Today is Brian's first grandchild's 8th birthday born just 6 days before Brian's birthday.  His hardest birthday.  The first one after he died.  So he has never met this first grandchild and there are now two more that he has never met.  

His daughter told me the other day how her youngest one (three) noticed a picture of Brian sitting on her table and asked who that was.  She told him it was her dad and he said, "I've never seen him."  Thus began a long, difficult conversation and a lot of pent up emotions of how her children would never know their grandfather and he would never know them.  

She, like me, still struggles.  

As a matter of fact she has just now after 8 1/2 years signed up for GriefShare.  She did the opposite of me.  We signed up way too early in this grief journey and she has signed up way later than their target attendees.  I was still in shock and denial.  She has struggled with learning to cope with daily life on her own without their help and has found that 8 years later, she still needs help.

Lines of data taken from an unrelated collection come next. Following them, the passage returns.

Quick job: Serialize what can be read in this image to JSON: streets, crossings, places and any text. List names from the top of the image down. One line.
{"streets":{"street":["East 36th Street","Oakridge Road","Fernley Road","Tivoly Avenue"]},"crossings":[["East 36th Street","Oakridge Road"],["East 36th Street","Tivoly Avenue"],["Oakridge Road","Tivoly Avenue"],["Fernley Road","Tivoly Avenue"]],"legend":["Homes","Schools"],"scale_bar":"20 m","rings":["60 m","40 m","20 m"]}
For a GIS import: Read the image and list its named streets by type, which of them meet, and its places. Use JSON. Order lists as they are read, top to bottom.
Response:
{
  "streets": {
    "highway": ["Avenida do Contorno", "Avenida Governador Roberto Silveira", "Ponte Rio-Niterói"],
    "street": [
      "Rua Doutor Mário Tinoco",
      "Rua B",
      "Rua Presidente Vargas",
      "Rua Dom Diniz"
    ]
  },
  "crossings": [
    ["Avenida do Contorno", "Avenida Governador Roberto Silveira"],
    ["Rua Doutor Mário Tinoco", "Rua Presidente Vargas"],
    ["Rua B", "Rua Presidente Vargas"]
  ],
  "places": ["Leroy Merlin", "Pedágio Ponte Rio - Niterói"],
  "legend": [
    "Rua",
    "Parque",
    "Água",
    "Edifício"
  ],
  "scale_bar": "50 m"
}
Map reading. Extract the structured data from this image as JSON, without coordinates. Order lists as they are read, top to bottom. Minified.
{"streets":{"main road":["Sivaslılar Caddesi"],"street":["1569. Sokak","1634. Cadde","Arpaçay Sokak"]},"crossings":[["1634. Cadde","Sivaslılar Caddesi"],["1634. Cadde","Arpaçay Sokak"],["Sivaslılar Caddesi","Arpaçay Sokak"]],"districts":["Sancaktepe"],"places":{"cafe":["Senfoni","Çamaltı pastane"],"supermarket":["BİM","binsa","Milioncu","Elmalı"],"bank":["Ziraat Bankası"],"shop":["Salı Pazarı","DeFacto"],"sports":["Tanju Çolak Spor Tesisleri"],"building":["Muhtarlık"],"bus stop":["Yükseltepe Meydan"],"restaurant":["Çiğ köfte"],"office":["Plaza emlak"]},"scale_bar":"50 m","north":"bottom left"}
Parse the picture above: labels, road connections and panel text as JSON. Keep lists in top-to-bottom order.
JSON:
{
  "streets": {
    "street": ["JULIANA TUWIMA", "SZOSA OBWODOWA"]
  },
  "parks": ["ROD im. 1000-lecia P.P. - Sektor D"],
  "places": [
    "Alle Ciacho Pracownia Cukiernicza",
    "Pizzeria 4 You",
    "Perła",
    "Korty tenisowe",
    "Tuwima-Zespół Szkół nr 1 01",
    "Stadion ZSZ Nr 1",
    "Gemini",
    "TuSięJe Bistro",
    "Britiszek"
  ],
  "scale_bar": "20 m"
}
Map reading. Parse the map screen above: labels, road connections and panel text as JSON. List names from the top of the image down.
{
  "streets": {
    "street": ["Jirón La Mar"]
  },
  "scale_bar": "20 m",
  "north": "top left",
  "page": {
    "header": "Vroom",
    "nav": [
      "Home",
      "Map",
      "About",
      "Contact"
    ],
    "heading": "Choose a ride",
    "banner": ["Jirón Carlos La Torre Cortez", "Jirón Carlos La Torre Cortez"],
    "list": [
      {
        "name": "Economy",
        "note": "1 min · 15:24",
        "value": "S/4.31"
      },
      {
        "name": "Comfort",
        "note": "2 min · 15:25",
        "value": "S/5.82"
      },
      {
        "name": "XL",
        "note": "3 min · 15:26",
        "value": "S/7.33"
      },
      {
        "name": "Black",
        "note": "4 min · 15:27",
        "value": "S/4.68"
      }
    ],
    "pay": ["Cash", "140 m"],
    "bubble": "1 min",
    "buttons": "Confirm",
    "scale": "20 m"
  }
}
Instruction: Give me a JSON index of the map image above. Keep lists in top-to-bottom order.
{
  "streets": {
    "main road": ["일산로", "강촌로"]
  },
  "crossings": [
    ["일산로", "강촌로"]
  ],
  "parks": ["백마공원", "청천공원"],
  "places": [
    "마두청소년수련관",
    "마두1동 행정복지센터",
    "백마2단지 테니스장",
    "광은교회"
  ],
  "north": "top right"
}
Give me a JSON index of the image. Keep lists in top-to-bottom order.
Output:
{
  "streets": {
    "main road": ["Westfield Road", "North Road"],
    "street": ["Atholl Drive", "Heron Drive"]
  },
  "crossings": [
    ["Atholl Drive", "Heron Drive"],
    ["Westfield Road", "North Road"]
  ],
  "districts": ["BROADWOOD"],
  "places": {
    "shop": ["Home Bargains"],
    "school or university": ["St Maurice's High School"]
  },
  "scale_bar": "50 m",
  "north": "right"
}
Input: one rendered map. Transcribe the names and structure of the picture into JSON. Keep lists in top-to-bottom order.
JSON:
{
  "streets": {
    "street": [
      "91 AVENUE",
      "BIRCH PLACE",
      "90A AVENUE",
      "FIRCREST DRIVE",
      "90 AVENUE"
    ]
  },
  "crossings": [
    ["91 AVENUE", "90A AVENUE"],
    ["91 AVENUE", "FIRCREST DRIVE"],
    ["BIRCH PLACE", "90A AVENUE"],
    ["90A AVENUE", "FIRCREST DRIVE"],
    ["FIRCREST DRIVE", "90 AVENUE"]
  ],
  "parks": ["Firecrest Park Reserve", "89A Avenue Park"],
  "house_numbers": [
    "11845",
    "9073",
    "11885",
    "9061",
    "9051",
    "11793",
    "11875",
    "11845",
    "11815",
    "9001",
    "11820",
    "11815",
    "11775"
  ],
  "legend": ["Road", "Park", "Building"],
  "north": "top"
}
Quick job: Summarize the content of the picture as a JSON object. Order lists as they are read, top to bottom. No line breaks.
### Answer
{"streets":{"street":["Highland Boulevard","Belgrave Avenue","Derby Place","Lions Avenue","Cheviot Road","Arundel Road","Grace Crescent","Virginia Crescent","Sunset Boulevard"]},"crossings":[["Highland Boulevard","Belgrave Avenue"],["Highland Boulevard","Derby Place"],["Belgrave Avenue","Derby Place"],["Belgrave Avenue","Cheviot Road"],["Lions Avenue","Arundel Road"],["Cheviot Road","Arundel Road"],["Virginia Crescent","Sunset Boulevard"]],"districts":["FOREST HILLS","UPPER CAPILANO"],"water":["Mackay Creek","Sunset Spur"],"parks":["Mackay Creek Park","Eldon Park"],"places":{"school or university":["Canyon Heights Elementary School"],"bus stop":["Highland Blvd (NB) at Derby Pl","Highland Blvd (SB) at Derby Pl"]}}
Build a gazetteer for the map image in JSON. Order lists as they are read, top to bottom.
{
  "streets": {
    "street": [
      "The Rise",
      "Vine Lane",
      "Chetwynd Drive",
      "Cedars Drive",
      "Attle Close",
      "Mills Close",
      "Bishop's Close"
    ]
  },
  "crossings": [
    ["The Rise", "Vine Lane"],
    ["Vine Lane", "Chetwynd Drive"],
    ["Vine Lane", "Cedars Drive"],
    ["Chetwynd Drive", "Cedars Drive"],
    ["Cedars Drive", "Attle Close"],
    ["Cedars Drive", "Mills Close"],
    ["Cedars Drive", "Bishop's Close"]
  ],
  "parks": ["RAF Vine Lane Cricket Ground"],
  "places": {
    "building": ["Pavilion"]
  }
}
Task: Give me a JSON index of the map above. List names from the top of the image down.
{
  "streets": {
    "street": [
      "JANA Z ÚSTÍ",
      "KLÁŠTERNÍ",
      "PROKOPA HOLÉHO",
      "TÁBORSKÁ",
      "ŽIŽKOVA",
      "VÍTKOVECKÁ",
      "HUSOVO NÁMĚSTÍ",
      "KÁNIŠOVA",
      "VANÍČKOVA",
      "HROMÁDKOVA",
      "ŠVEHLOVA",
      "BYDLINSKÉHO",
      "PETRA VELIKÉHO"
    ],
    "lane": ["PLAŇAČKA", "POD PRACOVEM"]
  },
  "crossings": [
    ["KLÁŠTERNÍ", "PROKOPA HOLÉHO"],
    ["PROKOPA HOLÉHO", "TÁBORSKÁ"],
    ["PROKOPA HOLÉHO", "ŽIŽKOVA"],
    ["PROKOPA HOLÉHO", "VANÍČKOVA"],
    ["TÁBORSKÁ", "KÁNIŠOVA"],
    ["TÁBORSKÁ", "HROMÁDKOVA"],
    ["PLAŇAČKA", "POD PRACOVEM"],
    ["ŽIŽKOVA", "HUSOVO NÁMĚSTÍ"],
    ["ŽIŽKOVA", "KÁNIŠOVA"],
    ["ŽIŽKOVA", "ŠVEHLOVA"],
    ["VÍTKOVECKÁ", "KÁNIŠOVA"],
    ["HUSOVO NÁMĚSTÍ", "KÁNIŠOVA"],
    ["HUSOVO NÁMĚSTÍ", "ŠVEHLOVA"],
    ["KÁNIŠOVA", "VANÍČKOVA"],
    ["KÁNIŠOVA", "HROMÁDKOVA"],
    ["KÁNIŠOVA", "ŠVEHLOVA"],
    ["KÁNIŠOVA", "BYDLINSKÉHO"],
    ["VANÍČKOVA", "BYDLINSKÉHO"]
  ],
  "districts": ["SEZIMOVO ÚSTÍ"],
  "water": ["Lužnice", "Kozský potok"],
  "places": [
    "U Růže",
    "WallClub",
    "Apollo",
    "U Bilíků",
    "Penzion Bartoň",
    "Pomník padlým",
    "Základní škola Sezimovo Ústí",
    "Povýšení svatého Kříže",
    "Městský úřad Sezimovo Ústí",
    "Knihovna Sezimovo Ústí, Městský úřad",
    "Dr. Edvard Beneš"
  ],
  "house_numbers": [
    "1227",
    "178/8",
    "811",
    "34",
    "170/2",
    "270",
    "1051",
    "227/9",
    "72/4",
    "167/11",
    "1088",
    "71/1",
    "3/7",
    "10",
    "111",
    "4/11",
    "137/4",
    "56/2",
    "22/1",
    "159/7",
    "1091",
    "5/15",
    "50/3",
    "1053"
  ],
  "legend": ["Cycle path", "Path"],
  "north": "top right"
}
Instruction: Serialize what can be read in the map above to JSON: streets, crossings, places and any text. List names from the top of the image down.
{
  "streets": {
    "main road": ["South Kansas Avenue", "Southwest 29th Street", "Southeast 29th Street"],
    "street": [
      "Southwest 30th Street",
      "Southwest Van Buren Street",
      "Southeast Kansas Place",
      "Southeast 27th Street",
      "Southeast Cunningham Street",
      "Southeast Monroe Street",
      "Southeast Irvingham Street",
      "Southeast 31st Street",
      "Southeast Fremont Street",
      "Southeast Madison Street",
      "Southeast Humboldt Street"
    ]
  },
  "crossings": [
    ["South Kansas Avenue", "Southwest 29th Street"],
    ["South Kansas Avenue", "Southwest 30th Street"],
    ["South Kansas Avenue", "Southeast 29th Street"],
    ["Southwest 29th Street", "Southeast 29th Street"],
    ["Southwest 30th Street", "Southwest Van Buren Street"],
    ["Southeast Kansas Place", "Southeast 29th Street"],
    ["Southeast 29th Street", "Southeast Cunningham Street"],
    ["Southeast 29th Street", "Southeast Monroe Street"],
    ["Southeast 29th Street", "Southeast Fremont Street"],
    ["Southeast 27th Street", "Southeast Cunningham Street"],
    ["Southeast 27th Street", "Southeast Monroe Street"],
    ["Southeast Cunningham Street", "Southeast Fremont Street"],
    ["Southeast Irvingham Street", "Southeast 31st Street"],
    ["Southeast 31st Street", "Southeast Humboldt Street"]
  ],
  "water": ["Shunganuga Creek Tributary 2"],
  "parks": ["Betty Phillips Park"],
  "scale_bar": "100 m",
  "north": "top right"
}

What she is hoping to gain out of it at this point is being able to get her emotions out because again like me, she keeps them inside.  She lets them out to me but only on rare occasions.  She is still also  struggling with the secondary losses - which never seem to end.  Like her sons never getting to know her dad and the biggest influence in her life.  And I'm certain with wondering how on earth to ever tell them what happened.  I do not envy her that job.  I cannot imagine how you could even tell that to your children.  I still cannot even tell it to strangers, friends and relatives.  I don't know how.  I don't know where to begin.  How could you tell this to your children???  Both of Brian's children have got that hard conversation ahead of them.  Catastrophic grief - the gift that keeps on giving...

March is always my most difficult month because Brian's birthday is the hardest of all days.  This coming Wednesday will be his 50th birthday.  A milestone birthday that should be celebrated.

I'm pulling my usual - distracting myself with activity to try and keep from melting down.  Church work, camping, house painting projects, basement cleaning anything and everything.

We have been cleaning and working on their memory garden some though.  I'm afraid my good intentions with that have gone the way of my interest in every other part of my life.  I have neglected it.  Ofcourse, it always needs cleaning and replanting in the spring, but I have been very negligent still.  Maybe for his 50th I will get the lead out and get it looking like it should again.  You know what they say about "good intentions".

How I would love to do something special for his 50th to actually honor him instead of either avoiding it or crying all week.  When Kara's mom brought cake to our lunch to celebrate Paxton's birthday together, I wanted to cry.  It made me so happy to finally actually "do" something to remember his birthday.  We had a "Paxton's grandmother" day out with lunch and a movie and then cake. Remembering him together.  It was awesome.  I would truly love to do something for Brian's 50th even something small.  Dinner with his kids and grandkids would be nice.  Hmmm maybe?